Consumers Bancorp, Inc. and The Peoples National Bank of Mt. Pleasant Announce Shareholder and Regulatory Approvals of Merger Agreement
Minerva, Ohio—October 17, 2019 Consumers Bancorp, Inc. (“Consumers”) (OTCQX: CBKM), and Peoples Bancorp of Mt. Pleasant, Inc. (“Peoples”), jointly announced today that at a special meeting of shareholders held on October 15, 2019 Peoples’ shareholders approved and adopted the Agreement and Plan of Merger providing for the merger of Peoples with and into Consumers. In addition, all required regulatory approvals for completion of the merger have been obtained. The merger is expected to be completed on or about January 1, 2020, subject to satisfaction of customary closing conditions. Following completion of the merger, the two banking companies will create a bank with approximately $637 million in total assets providing banking services through 18 locations throughout Carroll, Columbiana, Jefferson, Stark, Summit, and Wayne counties. The transaction will strengthen Consumers’ presence in Jefferson County. Ralph J. Lober, President and CEO of Consumers, said, “This combination is a great opportunity to expand and complement our market presence in the tri-county area of Jefferson, Harrison, and Belmont. Over the past 116 years Peoples National Bank has built a reputation for providing outstanding customer service to these communities. We acknowledge that history as we look forward to continuing that tradition and to providing its customers with an expanded array of consumer and commercial loan, deposit, and wealth management products and services.” “Jefferson, Harrison and Belmont Counties, as well as the adjacent areas, are entering into a time of exciting growth and economic opportunity. The merger of Consumers and Peoples National is graphic evidence of that,” said Robert C. Hargrave, Peoples National Bank’s Chairman and CEO. “I believe our merger with Consumers will continue the personalized service our customers have grown to expect while providing a wider range of banking services and products. The growth in our community will be greatly assisted by the larger lending limits of Consumers.” Sandler O’Neill + Partners, LP is serving as financial advisor and Tucker Ellis is serving as legal advisor to Consumers. Boenning & Scattergood, Inc. is serving as financial advisor and provided a fairness opinion to Peoples. Dinsmore & Shohl LLP is serving as legal counsel to Peoples.

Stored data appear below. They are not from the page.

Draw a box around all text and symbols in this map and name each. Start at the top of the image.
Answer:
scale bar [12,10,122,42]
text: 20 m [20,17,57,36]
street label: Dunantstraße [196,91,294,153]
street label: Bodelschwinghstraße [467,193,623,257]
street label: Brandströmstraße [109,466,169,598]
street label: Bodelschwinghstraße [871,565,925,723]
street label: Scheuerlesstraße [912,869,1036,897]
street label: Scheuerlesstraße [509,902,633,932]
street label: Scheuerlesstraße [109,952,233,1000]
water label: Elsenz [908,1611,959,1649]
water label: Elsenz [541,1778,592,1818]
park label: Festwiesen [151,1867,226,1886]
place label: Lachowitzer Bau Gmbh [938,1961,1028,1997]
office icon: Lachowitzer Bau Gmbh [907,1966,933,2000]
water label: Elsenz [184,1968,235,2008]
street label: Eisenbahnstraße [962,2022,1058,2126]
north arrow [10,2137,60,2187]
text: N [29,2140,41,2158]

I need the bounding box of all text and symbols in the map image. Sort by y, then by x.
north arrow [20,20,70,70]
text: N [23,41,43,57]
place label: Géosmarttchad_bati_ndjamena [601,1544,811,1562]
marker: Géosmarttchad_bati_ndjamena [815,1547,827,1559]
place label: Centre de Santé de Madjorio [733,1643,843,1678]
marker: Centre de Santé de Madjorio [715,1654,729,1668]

Consumers is a bank holding company with assets of approximately $565 million whose common stock is traded on the OTCQX Best Market. Consumers operates 15 full-service locations and one loan production office in Carroll, Columbiana, Jefferson, Stark, Summit and Wayne counties in Ohio.
Peoples is a bank holding company with approximately $72 million in assets. Its subsidiary, The Peoples National Bank of Mt. Pleasant, was founded in 1903 and operates three branches in Mt. Pleasant, Dillonvale and Adena, Ohio.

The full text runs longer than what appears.